*RECORDS FOR THIS EXERCISE*
####################
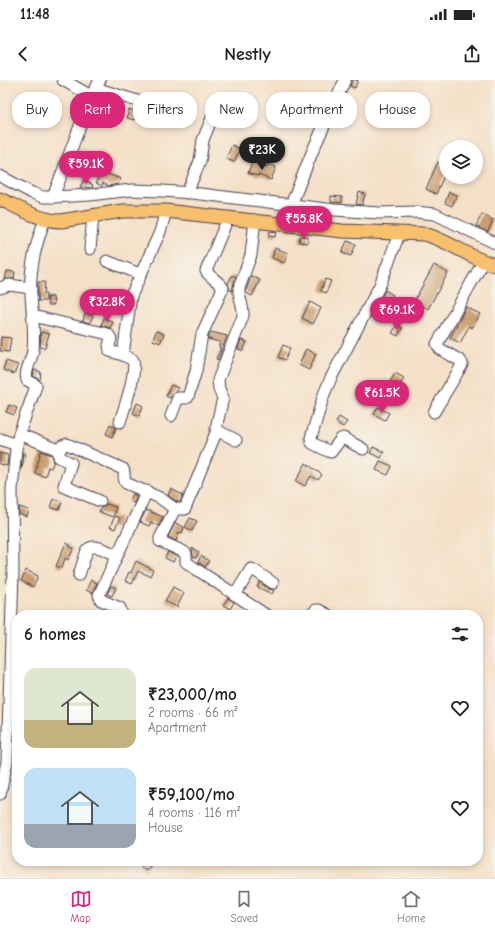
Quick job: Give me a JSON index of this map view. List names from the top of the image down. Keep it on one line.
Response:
{"page":{"status":"11:48","header":"Nestly","chip":["Buy","Rent","Filters","New","Apartment","House"],"price":["₹23K","₹59.1K","₹55.8K","₹32.8K","₹69.1K","₹61.5K"],"heading":"6 homes","list":[{"name":"₹23,000/mo","note":"2 rooms · 66 m² · Apartment"},{"name":"₹59,100/mo","note":"4 rooms · 116 m² · House"}],"tabs":["Map","Saved","Home"]}}
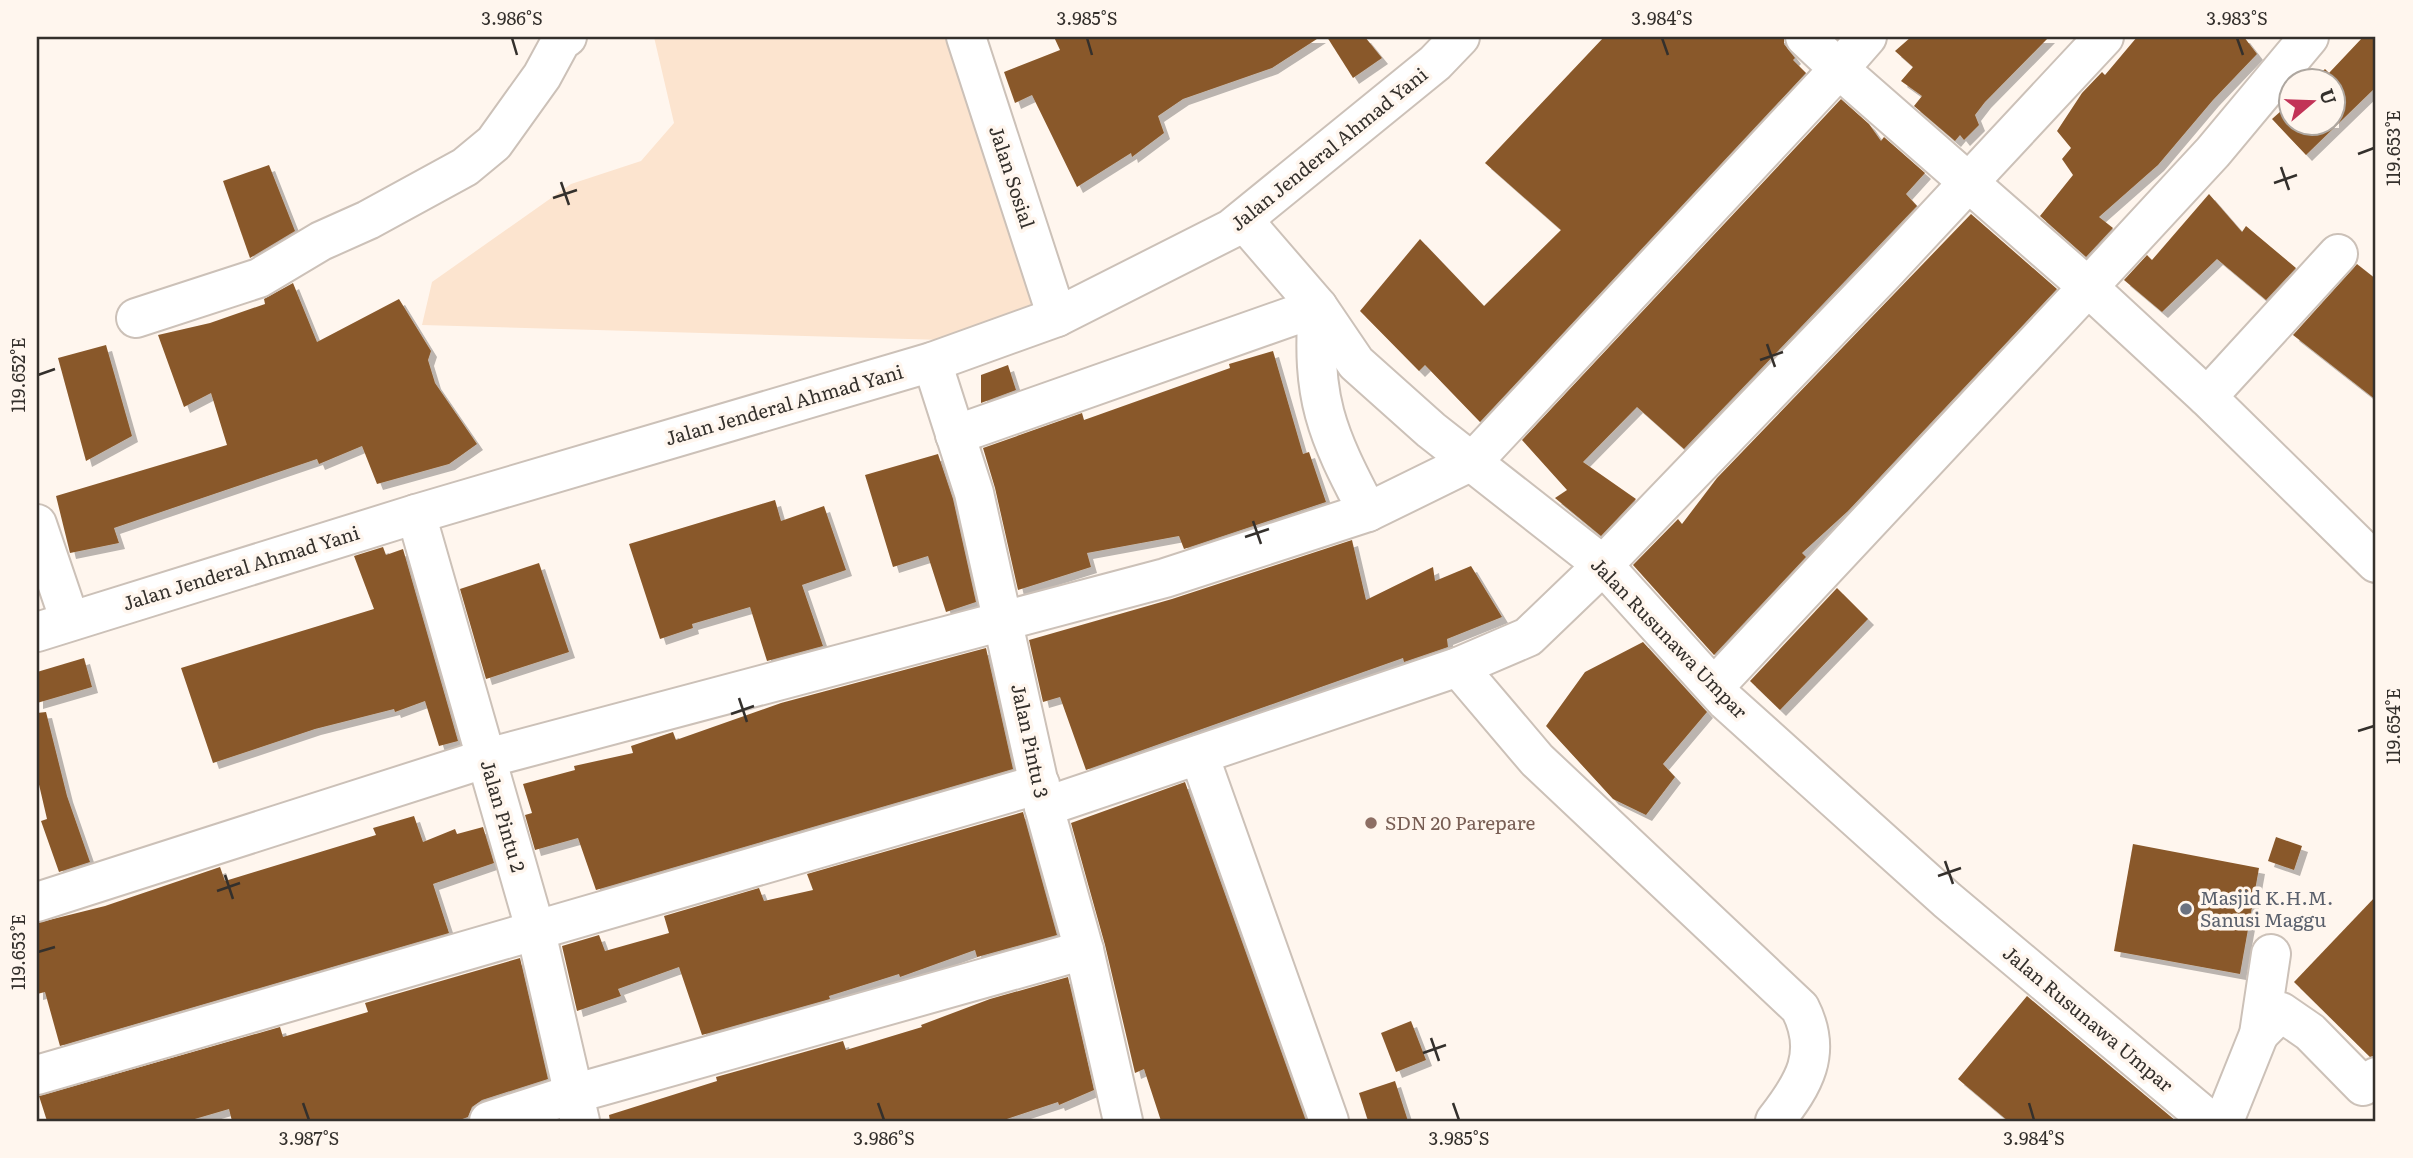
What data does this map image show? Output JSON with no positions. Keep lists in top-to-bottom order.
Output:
{
  "streets": {
    "main road": [
      "Jalan Jenderal Ahmad Yani",
      "Jalan Sosial",
      "Jalan Rusunawa Umpar",
      "Jalan Pintu 3",
      "Jalan Pintu 2"
    ]
  },
  "crossings": [
    ["Jalan Jenderal Ahmad Yani", "Jalan Sosial"],
    ["Jalan Jenderal Ahmad Yani", "Jalan Rusunawa Umpar"],
    ["Jalan Jenderal Ahmad Yani", "Jalan Pintu 3"],
    ["Jalan Jenderal Ahmad Yani", "Jalan Pintu 2"]
  ],
  "places": ["SDN 20 Parepare", "Masjid K.H.M. Sanusi Maggu"],
  "north": "right",
  "coordinates": [
    "3.986°S",
    "3.985°S",
    "3.984°S",
    "3.983°S",
    "119.653°E",
    "119.652°E",
    "119.654°E",
    "3.987°S"
  ]
}
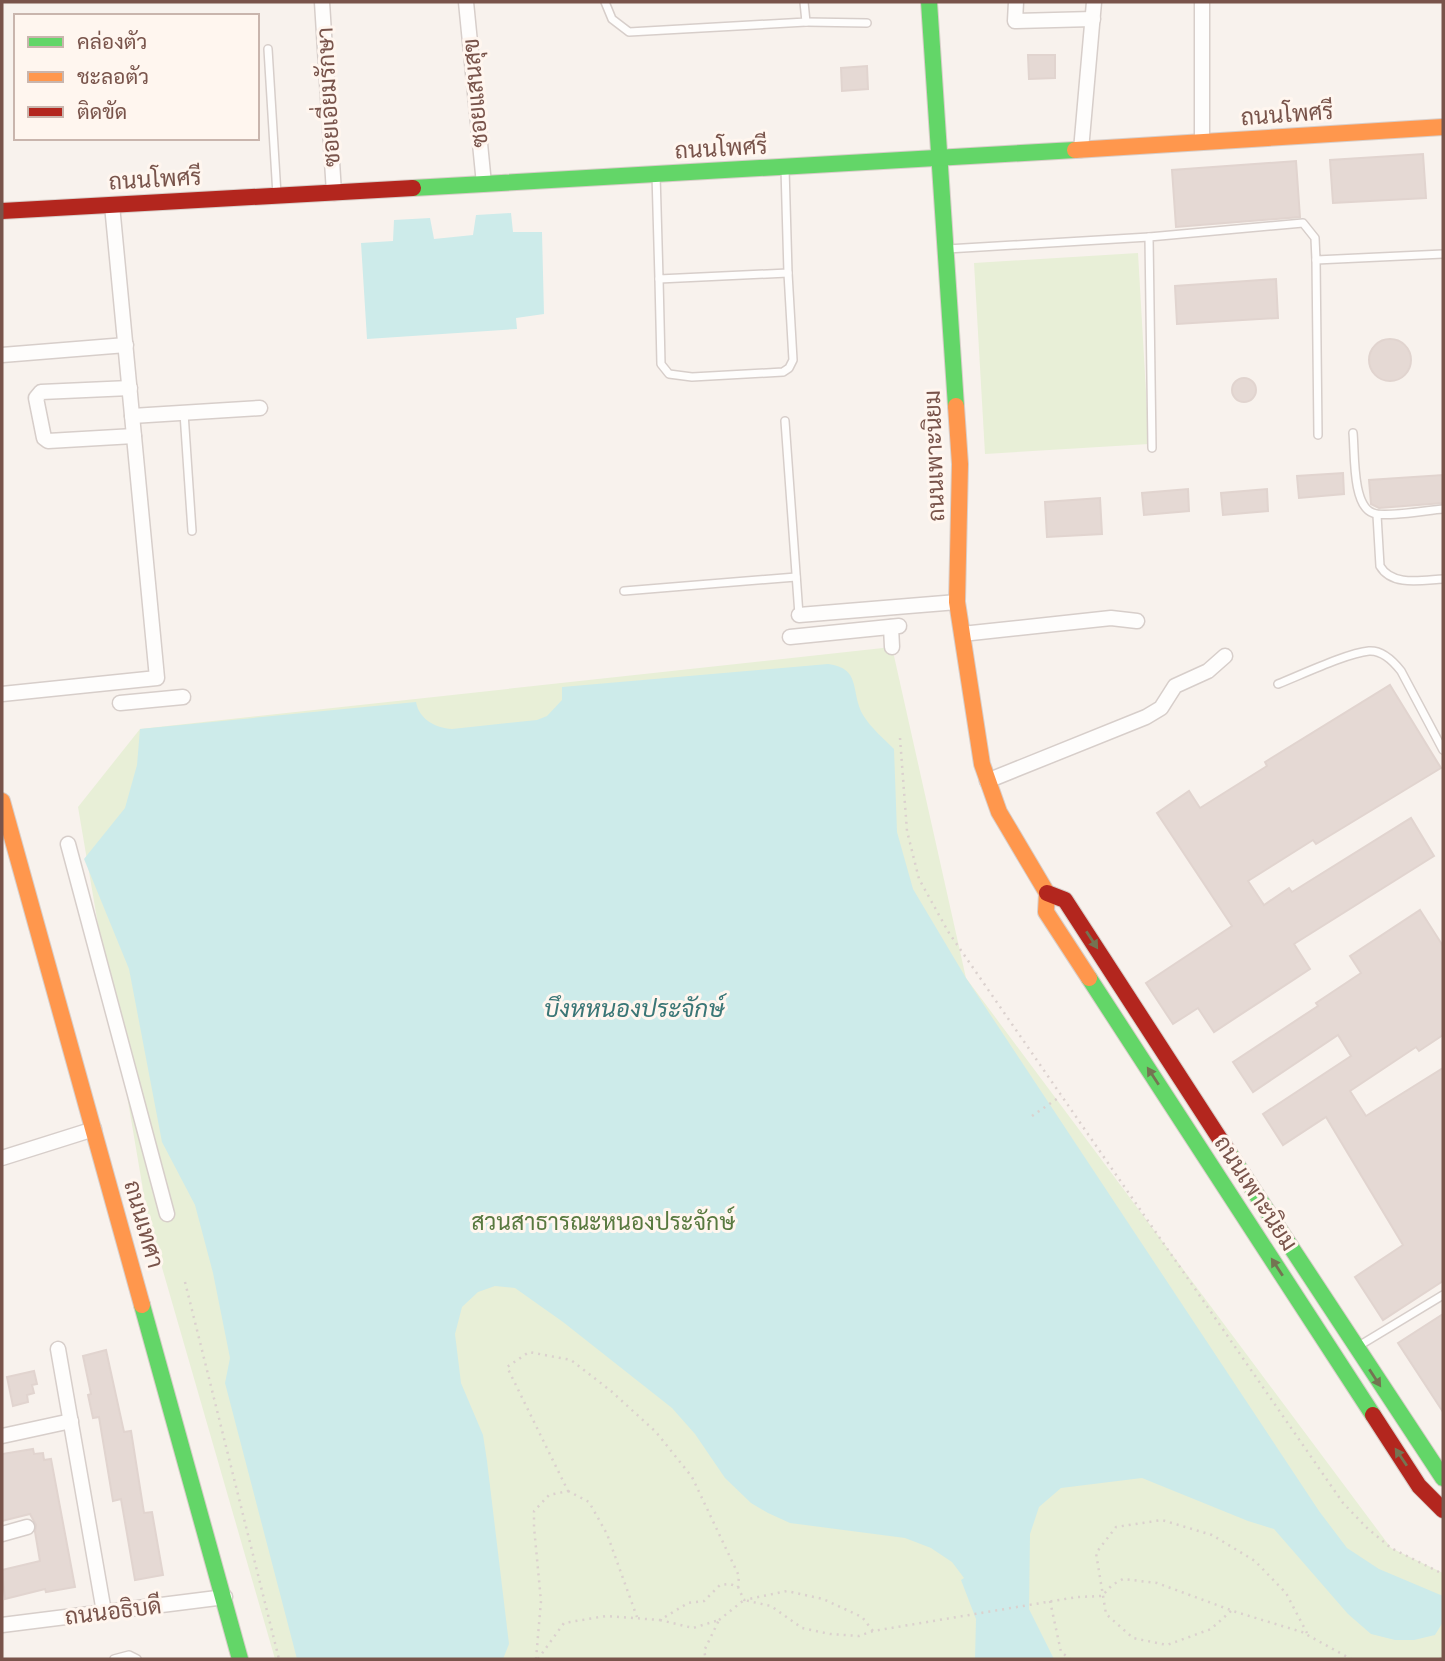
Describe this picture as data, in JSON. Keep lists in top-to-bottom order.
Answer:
{
  "streets": {
    "street": [
      "ซอยแสนสุข",
      "ซอยเอี่ยมรักษา",
      "ถนนโพศรี",
      "ถนนเพาะนิยม",
      "ถนนเทศา",
      "ถนนอธิบดี"
    ]
  },
  "crossings": [
    ["ซอยแสนสุข", "ถนนโพศรี"],
    ["ซอยเอี่ยมรักษา", "ถนนโพศรี"],
    ["ถนนโพศรี", "ถนนเพาะนิยม"],
    ["ถนนเทศา", "ถนนอธิบดี"]
  ],
  "water": ["บึงหหนองประจักษ์"],
  "parks": ["สวนสาธารณะหนองประจักษ์"],
  "legend": ["คล่องตัว", "ชะลอตัว", "ติดขัด"]
}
####################
*WHAT TO DO*
The lines to quote run from the one containing "Describe this picture" through the final line of the material above; please give them exactly, both ends included, and nothing else.

*TASK OUTPUT*
Describe this picture as data, in JSON. Keep lists in top-to-bottom order.
Answer:
{
  "streets": {
    "street": [
      "ซอยแสนสุข",
      "ซอยเอี่ยมรักษา",
      "ถนนโพศรี",
      "ถนนเพาะนิยม",
      "ถนนเทศา",
      "ถนนอธิบดี"
    ]
  },
  "crossings": [
    ["ซอยแสนสุข", "ถนนโพศรี"],
    ["ซอยเอี่ยมรักษา", "ถนนโพศรี"],
    ["ถนนโพศรี", "ถนนเพาะนิยม"],
    ["ถนนเทศา", "ถนนอธิบดี"]
  ],
  "water": ["บึงหหนองประจักษ์"],
  "parks": ["สวนสาธารณะหนองประจักษ์"],
  "legend": ["คล่องตัว", "ชะลอตัว", "ติดขัด"]
}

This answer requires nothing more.